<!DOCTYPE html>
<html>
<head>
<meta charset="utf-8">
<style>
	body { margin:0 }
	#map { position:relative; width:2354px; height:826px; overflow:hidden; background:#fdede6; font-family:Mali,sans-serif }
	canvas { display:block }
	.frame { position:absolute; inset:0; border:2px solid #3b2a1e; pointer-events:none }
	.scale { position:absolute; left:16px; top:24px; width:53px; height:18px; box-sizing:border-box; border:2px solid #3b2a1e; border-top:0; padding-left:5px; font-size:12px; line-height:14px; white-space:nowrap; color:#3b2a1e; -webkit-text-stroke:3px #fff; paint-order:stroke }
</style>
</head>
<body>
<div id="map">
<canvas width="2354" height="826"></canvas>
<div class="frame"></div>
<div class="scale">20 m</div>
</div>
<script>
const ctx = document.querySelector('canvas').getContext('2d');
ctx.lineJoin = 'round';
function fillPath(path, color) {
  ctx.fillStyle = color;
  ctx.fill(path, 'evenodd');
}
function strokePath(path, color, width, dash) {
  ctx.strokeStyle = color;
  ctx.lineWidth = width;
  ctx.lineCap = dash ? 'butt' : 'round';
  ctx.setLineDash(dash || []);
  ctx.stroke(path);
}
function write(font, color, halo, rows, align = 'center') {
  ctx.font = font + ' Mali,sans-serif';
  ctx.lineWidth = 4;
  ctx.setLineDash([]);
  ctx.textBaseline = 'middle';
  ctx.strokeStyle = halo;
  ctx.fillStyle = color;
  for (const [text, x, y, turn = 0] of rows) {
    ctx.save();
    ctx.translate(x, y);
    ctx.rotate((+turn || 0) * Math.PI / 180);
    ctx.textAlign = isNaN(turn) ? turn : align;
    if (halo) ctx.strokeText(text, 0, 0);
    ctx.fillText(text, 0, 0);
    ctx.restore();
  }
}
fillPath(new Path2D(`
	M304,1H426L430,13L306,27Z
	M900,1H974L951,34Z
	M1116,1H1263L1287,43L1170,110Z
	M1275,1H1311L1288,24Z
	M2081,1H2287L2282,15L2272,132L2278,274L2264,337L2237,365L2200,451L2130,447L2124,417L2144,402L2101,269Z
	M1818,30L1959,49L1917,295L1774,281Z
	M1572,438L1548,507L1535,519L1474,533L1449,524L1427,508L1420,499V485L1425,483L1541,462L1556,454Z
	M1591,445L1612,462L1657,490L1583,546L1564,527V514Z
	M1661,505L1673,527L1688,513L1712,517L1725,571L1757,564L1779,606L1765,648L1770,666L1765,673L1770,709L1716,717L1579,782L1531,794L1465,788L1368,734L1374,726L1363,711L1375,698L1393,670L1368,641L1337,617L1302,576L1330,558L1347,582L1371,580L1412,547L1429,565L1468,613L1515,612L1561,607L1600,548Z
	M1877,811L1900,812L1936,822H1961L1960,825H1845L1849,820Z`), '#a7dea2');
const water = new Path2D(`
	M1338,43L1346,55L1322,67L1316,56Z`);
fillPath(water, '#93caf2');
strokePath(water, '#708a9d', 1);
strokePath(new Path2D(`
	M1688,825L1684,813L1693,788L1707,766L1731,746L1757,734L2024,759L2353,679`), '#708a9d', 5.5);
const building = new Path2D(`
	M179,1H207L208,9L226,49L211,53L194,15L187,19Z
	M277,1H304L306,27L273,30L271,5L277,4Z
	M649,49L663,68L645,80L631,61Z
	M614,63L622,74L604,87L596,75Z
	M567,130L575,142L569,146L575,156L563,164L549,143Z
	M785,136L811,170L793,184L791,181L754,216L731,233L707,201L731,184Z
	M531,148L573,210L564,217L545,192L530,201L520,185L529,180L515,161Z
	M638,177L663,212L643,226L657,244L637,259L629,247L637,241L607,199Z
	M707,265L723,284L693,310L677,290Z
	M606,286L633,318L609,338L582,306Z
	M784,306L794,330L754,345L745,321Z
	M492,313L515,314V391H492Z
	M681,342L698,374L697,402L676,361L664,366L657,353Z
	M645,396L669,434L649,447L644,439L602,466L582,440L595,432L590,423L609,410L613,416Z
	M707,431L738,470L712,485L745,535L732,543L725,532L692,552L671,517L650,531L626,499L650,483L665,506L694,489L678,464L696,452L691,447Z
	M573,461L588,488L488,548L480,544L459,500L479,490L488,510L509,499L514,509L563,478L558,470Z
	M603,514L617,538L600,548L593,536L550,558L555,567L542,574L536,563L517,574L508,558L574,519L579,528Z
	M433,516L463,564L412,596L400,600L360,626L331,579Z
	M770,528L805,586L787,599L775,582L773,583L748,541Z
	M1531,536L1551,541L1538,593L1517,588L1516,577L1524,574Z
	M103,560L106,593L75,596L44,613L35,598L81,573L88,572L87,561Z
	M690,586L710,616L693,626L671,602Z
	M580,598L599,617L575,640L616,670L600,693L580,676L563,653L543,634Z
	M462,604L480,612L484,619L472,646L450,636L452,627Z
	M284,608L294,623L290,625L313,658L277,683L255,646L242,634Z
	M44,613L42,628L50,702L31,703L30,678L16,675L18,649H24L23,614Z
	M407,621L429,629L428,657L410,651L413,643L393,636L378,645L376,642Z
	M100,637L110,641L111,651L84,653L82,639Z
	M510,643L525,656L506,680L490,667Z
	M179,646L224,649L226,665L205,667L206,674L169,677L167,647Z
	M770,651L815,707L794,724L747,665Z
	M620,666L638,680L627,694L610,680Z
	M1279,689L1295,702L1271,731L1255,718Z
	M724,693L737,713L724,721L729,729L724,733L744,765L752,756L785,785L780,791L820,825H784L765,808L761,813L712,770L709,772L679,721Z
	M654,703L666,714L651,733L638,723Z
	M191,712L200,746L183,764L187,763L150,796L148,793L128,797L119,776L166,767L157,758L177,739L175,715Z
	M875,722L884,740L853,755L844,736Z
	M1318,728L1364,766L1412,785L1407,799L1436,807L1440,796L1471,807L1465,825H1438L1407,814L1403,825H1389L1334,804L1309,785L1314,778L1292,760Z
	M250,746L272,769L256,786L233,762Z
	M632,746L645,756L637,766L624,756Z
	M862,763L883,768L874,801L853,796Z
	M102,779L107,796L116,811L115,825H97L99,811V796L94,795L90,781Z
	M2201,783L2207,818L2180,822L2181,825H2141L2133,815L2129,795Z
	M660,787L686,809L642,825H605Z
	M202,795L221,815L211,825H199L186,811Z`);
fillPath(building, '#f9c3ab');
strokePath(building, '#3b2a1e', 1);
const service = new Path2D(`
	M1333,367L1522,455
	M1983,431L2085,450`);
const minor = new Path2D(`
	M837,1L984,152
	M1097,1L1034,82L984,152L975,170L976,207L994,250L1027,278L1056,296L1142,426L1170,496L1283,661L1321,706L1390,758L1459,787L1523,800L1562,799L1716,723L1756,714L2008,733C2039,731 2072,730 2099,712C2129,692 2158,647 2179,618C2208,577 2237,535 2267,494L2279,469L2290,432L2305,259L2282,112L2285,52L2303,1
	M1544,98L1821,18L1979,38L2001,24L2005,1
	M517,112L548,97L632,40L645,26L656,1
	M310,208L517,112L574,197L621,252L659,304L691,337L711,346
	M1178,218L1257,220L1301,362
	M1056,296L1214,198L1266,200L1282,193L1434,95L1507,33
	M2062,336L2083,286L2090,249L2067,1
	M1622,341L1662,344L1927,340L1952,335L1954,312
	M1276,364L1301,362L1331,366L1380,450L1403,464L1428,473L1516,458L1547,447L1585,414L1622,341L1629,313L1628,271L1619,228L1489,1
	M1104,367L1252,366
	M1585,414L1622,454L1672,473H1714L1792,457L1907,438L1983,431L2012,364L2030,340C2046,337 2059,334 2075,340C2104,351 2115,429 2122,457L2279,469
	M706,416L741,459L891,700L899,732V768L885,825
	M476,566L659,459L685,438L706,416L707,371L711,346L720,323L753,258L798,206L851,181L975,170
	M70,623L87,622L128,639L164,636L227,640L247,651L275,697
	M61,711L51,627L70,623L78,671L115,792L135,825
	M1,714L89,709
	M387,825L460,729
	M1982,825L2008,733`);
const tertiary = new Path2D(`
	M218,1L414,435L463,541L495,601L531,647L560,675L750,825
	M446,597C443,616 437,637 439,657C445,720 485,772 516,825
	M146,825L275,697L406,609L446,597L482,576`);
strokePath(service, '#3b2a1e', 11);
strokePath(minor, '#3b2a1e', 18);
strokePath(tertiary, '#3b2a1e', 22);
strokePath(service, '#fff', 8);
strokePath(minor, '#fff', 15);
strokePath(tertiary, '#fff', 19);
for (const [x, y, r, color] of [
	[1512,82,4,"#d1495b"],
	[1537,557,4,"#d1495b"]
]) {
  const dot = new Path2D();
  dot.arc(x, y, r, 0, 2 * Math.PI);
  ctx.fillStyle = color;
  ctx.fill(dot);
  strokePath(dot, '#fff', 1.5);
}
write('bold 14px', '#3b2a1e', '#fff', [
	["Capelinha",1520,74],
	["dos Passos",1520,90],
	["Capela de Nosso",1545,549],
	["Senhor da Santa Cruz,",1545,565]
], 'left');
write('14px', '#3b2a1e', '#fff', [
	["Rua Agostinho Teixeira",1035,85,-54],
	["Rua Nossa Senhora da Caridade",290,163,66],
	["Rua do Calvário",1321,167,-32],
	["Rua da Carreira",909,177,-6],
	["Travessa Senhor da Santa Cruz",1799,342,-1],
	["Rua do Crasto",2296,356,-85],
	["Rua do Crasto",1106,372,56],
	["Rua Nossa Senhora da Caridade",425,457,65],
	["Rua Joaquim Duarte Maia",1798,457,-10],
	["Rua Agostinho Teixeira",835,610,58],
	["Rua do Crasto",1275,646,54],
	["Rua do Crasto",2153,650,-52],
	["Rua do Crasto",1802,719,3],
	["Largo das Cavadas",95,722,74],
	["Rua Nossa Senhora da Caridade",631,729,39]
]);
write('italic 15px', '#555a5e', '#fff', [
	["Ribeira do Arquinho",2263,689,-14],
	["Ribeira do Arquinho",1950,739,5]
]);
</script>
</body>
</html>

^^^^^^^^^^^^^^^^

> _Your instructions_
Look through the records and copy down every line that holds "halo".

> _Answer to the problem_
function write(font, color, halo, rows, align = 'center') {
  ctx.strokeStyle = halo;
    if (halo) ctx.strokeText(text, 0, 0);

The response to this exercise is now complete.